Мои предки, среди них бабушка, дедушка и мама - выходцы из Ульяновской области. Это можно было определить и по волжскому говору. Они все Окали!
Моя бабушка  была из бедной семьи, по причине вдовства матери, у которой на руках остались двойняшки – Евдокия(моя бабушка) и Наталья. Жизнь   была   сложной, им приходилось даже  просить  милостыню, чтобы выжить, а в сезонье  работать на полях за кусок хлеба.

 А ещё бабушка рассказывала, как  они с матерью ночью ходили к скотомогильникам, раскапывали ямы и добывали мясо павших колхозных коней. Его варили и ели.  Так же по ночам они ходили в поле и искали колоски с зерном, оставшиеся после жатвы, хотя и это было запрещено.

Бабушка (Евдокия) вышла замуж за Петра Ивановича, а он был не из бедной семьи. Имел образование и даже работал при церкви писарем. Имел красивый каллиграфический почерк.
Годы голодомора, бабушка называла «евжовщиной».  Это явление коснулось и их  села Большие Ключищи.   По дворам ходили вооруженные люди и выгребали из амбаров  всё, до последнего зёрнышка.

Даже у бабушкиной сестры  Натальи, жившей без мужа, с тремя малолетними детьми, был произведён обыск. Она, чтобы как-то выжить с детьми, сделала небольшой запас пшеницы, спрятав ее в кладке русской печи. Так эти военные, не только нашли и выгребли пшеницу, но ещё вскрыли сундук, который Наталья  с детьми пытались защитить руками. Но получив прикладом винтовки по рукам, они были вынуждены уступить. Все ценные вещи были унесены, среди них и полушубок умершего мужа.
Голод свирепствовал в Поволжье. Есть было совсем нечего. Местные жители собирали желуди, крапиву, лебеду. Делали из всего этого выпечку, так называемый хлеб. Когда его вынимали из печи и кидали на стол, образовывалось коричневое пятно, которое невозможно было отмыть.
 Работы в селе не было и моему  деду Петру приходилось уезжать на заработки  в другие сёла, где он подрабатывал строительством.  Поразмыслив, решил, что семья не выживет этими заработками и решил с семьей  отправиться за лучшей долей.    Сорвавшись с насиженного места, с женой и 3 детьми, отправились в Куйбышевскую область, сменив и  там несколько населённых пунктов.
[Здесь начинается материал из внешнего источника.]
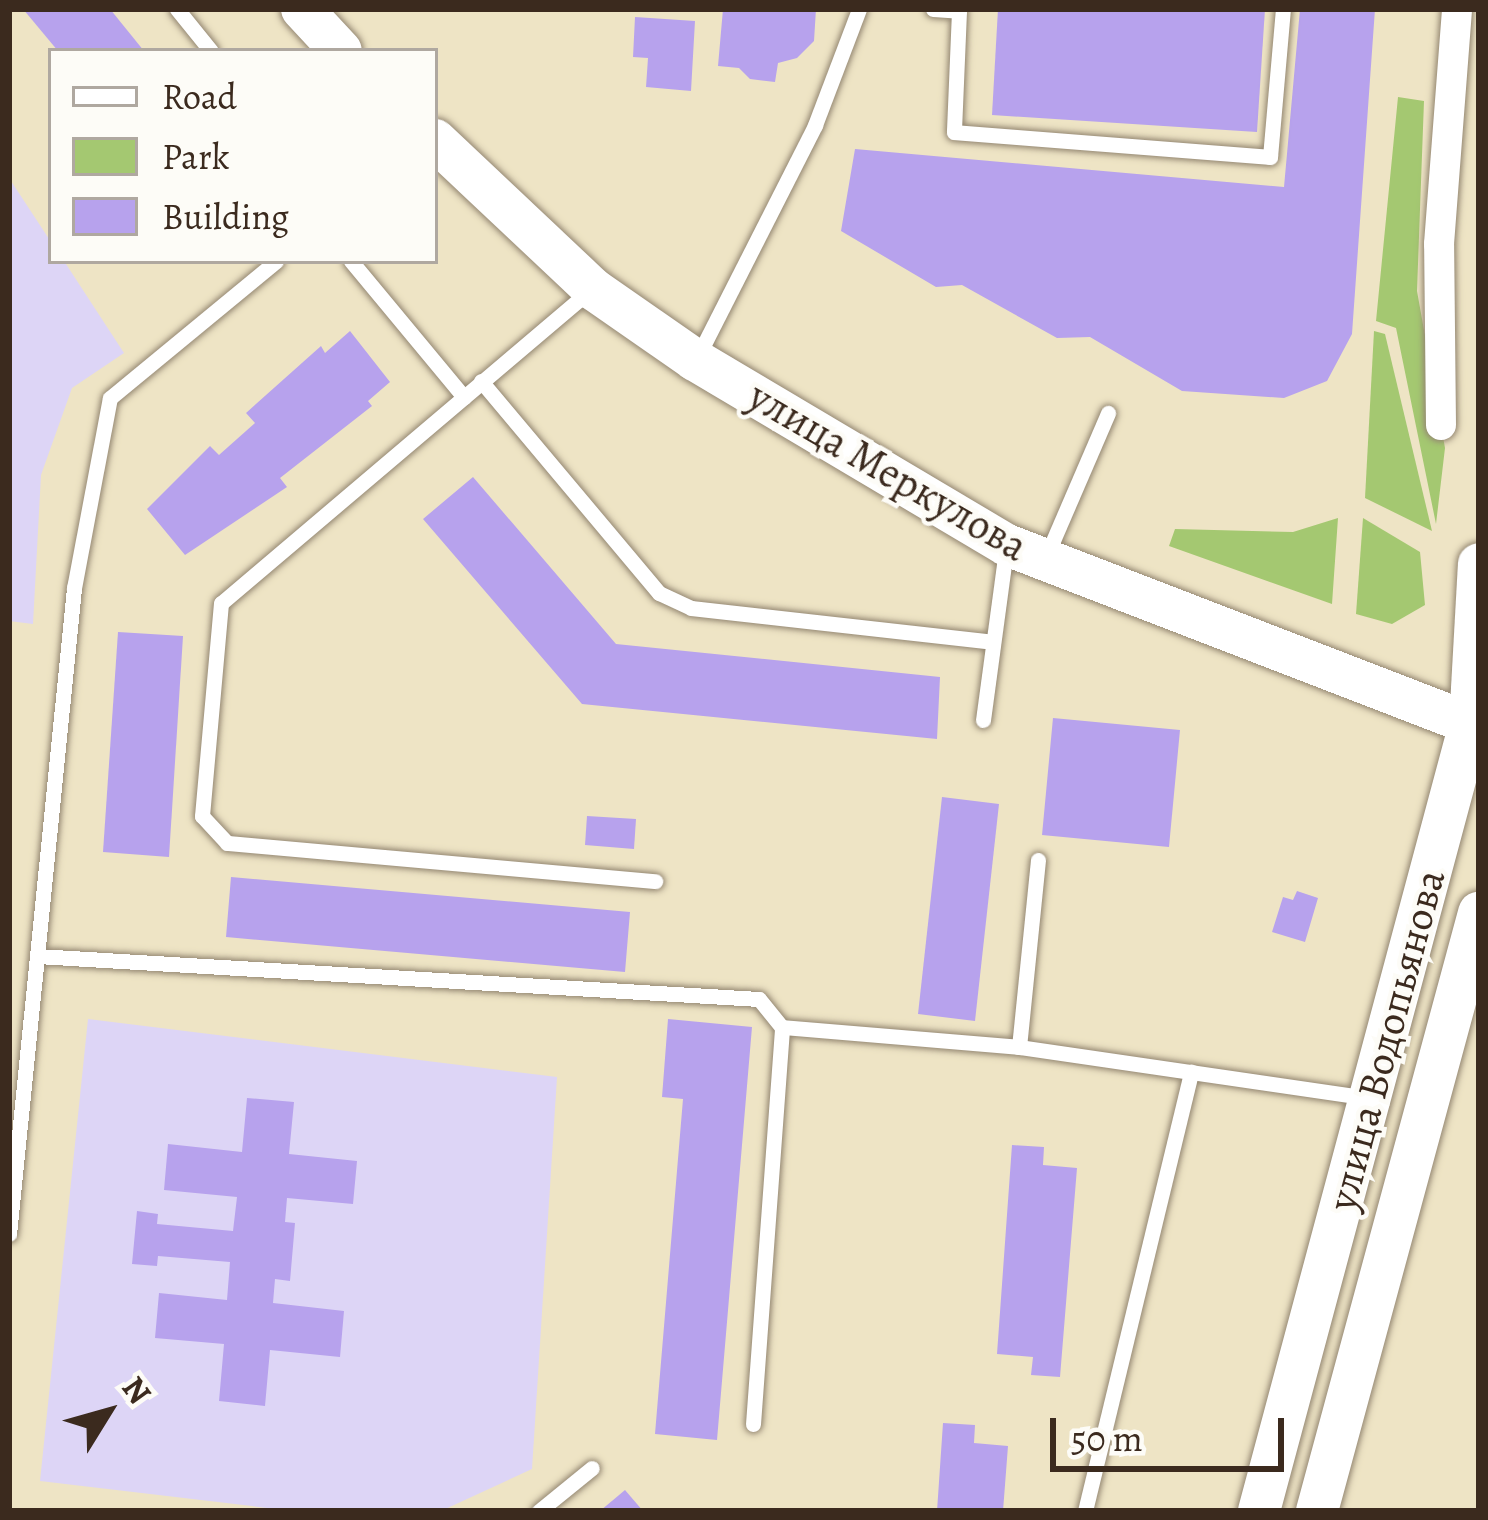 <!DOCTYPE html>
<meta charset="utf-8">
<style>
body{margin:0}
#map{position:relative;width:1488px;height:1520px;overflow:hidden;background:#eee4c5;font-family:Alegreya,serif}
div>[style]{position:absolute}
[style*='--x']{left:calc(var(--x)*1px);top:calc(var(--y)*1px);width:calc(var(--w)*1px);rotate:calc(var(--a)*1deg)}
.built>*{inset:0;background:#ddd5f6}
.green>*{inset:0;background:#a4c871}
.building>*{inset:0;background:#b7a2ed}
.roads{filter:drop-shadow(0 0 3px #948772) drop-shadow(0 0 3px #948772)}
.lane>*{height:15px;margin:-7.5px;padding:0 7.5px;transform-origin:7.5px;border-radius:7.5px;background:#fff}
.street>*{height:30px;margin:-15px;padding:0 15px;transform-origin:15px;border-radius:15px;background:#fff}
.secondary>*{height:42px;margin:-21px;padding:0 21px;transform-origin:21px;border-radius:21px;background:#fff}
span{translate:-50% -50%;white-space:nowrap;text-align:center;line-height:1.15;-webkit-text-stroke:9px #fdfcf7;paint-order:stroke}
.street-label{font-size:42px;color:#3b2a1e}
.frame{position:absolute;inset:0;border:12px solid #3b2a1e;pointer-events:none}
.legend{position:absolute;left:48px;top:48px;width:390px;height:216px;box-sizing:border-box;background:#fdfcf7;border:3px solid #afa8a0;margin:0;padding:15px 21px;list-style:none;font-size:36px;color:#3b2a1e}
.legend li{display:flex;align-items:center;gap:24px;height:60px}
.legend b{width:60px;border:3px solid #afa8a0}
.north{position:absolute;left:48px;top:1352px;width:120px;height:120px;-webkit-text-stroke:9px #fdfcf7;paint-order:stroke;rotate:53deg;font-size:33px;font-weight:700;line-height:48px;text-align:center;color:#3b2a1e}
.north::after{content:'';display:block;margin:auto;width:42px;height:54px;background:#3b2a1e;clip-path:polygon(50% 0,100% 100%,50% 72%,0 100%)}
.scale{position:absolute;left:1050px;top:1418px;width:234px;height:54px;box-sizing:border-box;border:6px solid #3b2a1e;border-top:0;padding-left:15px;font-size:36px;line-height:42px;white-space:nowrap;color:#3b2a1e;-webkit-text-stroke:9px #fdfcf7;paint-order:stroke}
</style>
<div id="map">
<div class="built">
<div style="clip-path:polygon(9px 178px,51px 242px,51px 261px,64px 261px,124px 353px,72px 388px,41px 475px,33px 624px,9px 621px)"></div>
<div style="clip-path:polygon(88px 1019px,557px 1077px,532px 1469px,441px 1511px,293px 1511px,40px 1481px)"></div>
</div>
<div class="green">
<div style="clip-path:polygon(1398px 97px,1424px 101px,1417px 291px,1445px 448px,1436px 524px,1396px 328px,1376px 321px)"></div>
<div style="clip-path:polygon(1374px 331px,1385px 334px,1432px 531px,1365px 498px)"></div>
<div style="clip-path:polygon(1338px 518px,1332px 604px,1169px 546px,1175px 529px,1293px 532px)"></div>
<div style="clip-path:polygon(1363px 518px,1420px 552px,1425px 605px,1392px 624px,1356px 614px)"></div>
</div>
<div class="building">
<div style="clip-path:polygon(23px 9px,110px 9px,144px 51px,58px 51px)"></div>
<div style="clip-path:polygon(723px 9px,816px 9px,814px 41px,797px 58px,778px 63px,775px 82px,750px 79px,739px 68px,718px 66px)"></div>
<div style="clip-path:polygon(998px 9px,1265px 9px,1257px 132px,992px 115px)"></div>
<div style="clip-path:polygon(1300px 9px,1375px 9px,1352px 334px,1327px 381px,1284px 398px,1182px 391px,1090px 337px,1057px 338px,962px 285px,936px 287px,841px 231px,855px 149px,1284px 187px)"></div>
<div style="clip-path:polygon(635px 17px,695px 21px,691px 91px,646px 87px,648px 58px,633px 57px)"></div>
<div style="clip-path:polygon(350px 331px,390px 382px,368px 401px,372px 406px,280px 478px,287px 487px,185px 555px,147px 509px,210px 446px,219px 455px,255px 423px,246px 413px,321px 346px,325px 353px)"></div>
<div style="clip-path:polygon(473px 477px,616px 644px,940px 677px,937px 739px,582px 704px,423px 519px)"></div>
<div style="clip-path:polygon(118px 632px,183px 636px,169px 857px,103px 852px)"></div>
<div style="clip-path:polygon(1053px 718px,1180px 730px,1169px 847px,1042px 835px)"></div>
<div style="clip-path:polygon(942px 797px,999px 804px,975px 1021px,918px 1014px)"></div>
<div style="clip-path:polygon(587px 816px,636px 819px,634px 849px,585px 845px)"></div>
<div style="clip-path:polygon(231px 877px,630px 912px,625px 972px,226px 937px)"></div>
<div style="clip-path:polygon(1297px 891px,1318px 898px,1305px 942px,1272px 932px,1283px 897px,1293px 900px)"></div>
<div style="clip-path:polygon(668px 1019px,752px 1027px,717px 1440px,655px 1434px,683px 1099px,662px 1097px)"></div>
<div style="clip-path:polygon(247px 1098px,294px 1102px,289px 1154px,357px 1161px,353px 1204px,287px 1198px,285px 1222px,295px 1223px,290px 1281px,275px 1279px,273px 1303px,344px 1311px,340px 1357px,270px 1350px,265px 1406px,219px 1401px,224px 1344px,155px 1338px,159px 1293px,227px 1300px,230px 1262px,158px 1256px,157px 1266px,132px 1264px,137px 1211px,158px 1214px,157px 1224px,233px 1231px,237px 1197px,164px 1190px,168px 1144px,242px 1152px)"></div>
<div style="clip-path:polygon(1012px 1145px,1044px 1147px,1043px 1165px,1077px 1168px,1060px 1377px,1031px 1375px,1033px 1357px,997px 1354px)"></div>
<div style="clip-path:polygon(943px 1423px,975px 1425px,974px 1443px,1008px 1446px,1003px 1511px,937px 1511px)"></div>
<div style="clip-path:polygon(625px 1490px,643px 1511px,600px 1511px)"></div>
</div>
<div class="roads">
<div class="lane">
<div style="--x:177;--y:9;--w:54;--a:51"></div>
<div style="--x:933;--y:9;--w:26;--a:4"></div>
<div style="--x:959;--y:11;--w:121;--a:92.4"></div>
<div style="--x:954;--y:132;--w:317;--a:4.5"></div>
<div style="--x:1270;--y:157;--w:149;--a:-85"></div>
<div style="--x:351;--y:261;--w:177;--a:50.3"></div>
<div style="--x:588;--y:292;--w:481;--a:139.7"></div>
<div style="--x:221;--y:603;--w:214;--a:95.1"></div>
<div style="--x:202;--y:816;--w:37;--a:47"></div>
<div style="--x:227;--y:843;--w:430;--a:5.1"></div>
<div style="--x:697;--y:358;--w:261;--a:-63.1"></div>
<div style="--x:815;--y:125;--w:124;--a:-69.2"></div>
<div style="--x:481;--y:381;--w:277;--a:50"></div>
<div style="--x:659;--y:593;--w:35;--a:25"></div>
<div style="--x:691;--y:608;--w:303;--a:6.4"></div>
<div style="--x:1046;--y:557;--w:157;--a:-66.7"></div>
<div style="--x:983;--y:720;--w:172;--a:-82.3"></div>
<div style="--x:37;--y:956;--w:723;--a:3.41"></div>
<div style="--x:759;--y:999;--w:36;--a:51"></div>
<div style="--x:1019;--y:1047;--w:188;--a:-84.2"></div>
<div style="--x:9;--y:1234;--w:649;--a:-84.25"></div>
<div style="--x:74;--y:588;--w:193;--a:-79.3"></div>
<div style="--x:110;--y:398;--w:215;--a:-39.5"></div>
<div style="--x:753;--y:1424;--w:398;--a:-85.8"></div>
<div style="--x:782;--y:1027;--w:238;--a:4.8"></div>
<div style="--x:1019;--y:1047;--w:352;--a:8.3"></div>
<div style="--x:539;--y:1511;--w:68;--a:-39.1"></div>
<div style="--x:1085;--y:1511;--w:452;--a:-76.4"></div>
</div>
<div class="street">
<div style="--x:1441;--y:425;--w:181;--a:-90.6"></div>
<div style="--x:1439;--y:244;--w:236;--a:-85.6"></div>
</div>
<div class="secondary">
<div style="--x:302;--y:9;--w:57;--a:47.1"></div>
<div style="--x:435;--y:140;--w:217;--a:43.3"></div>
<div style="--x:593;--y:289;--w:124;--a:34.8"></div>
<div style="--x:695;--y:360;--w:363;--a:30.7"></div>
<div style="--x:1007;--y:545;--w:506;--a:21.09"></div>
<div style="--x:1259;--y:1511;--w:815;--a:-74.99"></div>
<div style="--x:1470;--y:724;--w:160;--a:-86.8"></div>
<div style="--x:1317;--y:1511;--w:620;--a:-74.84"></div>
</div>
</div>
<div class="street-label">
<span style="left:888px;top:471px;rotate:30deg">улица Меркулова</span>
<span style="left:1386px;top:1040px;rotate:-75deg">улица Водопьянова</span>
</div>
<div class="frame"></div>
<ul class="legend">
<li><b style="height:15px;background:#fff"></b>Road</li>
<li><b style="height:33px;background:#a4c871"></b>Park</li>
<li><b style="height:33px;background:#b7a2ed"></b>Building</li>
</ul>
<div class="north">N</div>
<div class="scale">50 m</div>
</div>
Прожив два года на чужбине, они вернулись на малую Родину, как говорила бабушка " В Рассею".
 
Но, познав  простор  и красоту других мест России,  душа уже требовала перемен. Всей семьёй они опять начали колесить по стране.  На этот раз выбор пал на Дальний Восток. Побывали в городах и сёлах Амурской области. Там у них в 1939г. родился ещё один сын, Николай. И вот, имея уже семью из 6 человек,  решили отправиться  в более северные районы Дальнего Востока – перекочёвывая из одного места на другое - Николаевск на Амуре, Де-Кастри, Мариинск, Май, Кади, Сомнительный, Софийск и другие сёла Нижнего Амура.
Войну встретили в селе Мариинске.
 
К тому времени их было уже 7 человек. К бабушке приехал старший сын её умершей сестры Натальи, Михаил. Там он продолжил учёбу в школе.  Михаил, окончив в Мариинске  7 классов, устроился на работу - учеником водолазов. В 1942г был отправлен на курсы танкистов в г. Хабаровск, но их не окончил, так как был взят на войну.
 
(Вершинин Михаил Алексеевич дошёл до Берлина, имел, кроме медалей, 3 ордена Славы).
Маме было 15 лет и она уже работала на рыбзаводе. Грузили   на носилки кету (рыба) мыли её и относили в цех для засолки. Это была помощь фронту (так говорило им начальство).
Вернусь к бабушке с дедушкой, они после Мариинска переехали в село Калиновка. Дед устроился работать  продавцом в магазине АРПА.
 

Дом, в котором они стали жить, был построен самим дедом и находился на косогоре. Изгородь огорода закачивалась крутым спуском к протоке. Из окон этого небольшого домика просматривался Амур - до самого горизонта.
Моя бабушка, Евдокия Петровна, была набожной, садясь за стол, всегда осеняла себя трехперстным крестом. Среди сельчан она слыла доброй и отзывчивой женщиной. Если кто-то нуждался в помощи, она никогда не оставалась равнодушной,  и чем могла помогала.

У неё в огороде была трехметровая  грядка, огороженная частоколом из тальника,  на ней рос высокий и толстый лук батун. Когда в селе кто-то затевал пироги с луком и яйцами, то за луком шли к моей бабушке. Она брала большой длинный нож и срезала огромный пучок этой сочной зелени. Оказывается, после срезки, он рос ещё толще и пышнее.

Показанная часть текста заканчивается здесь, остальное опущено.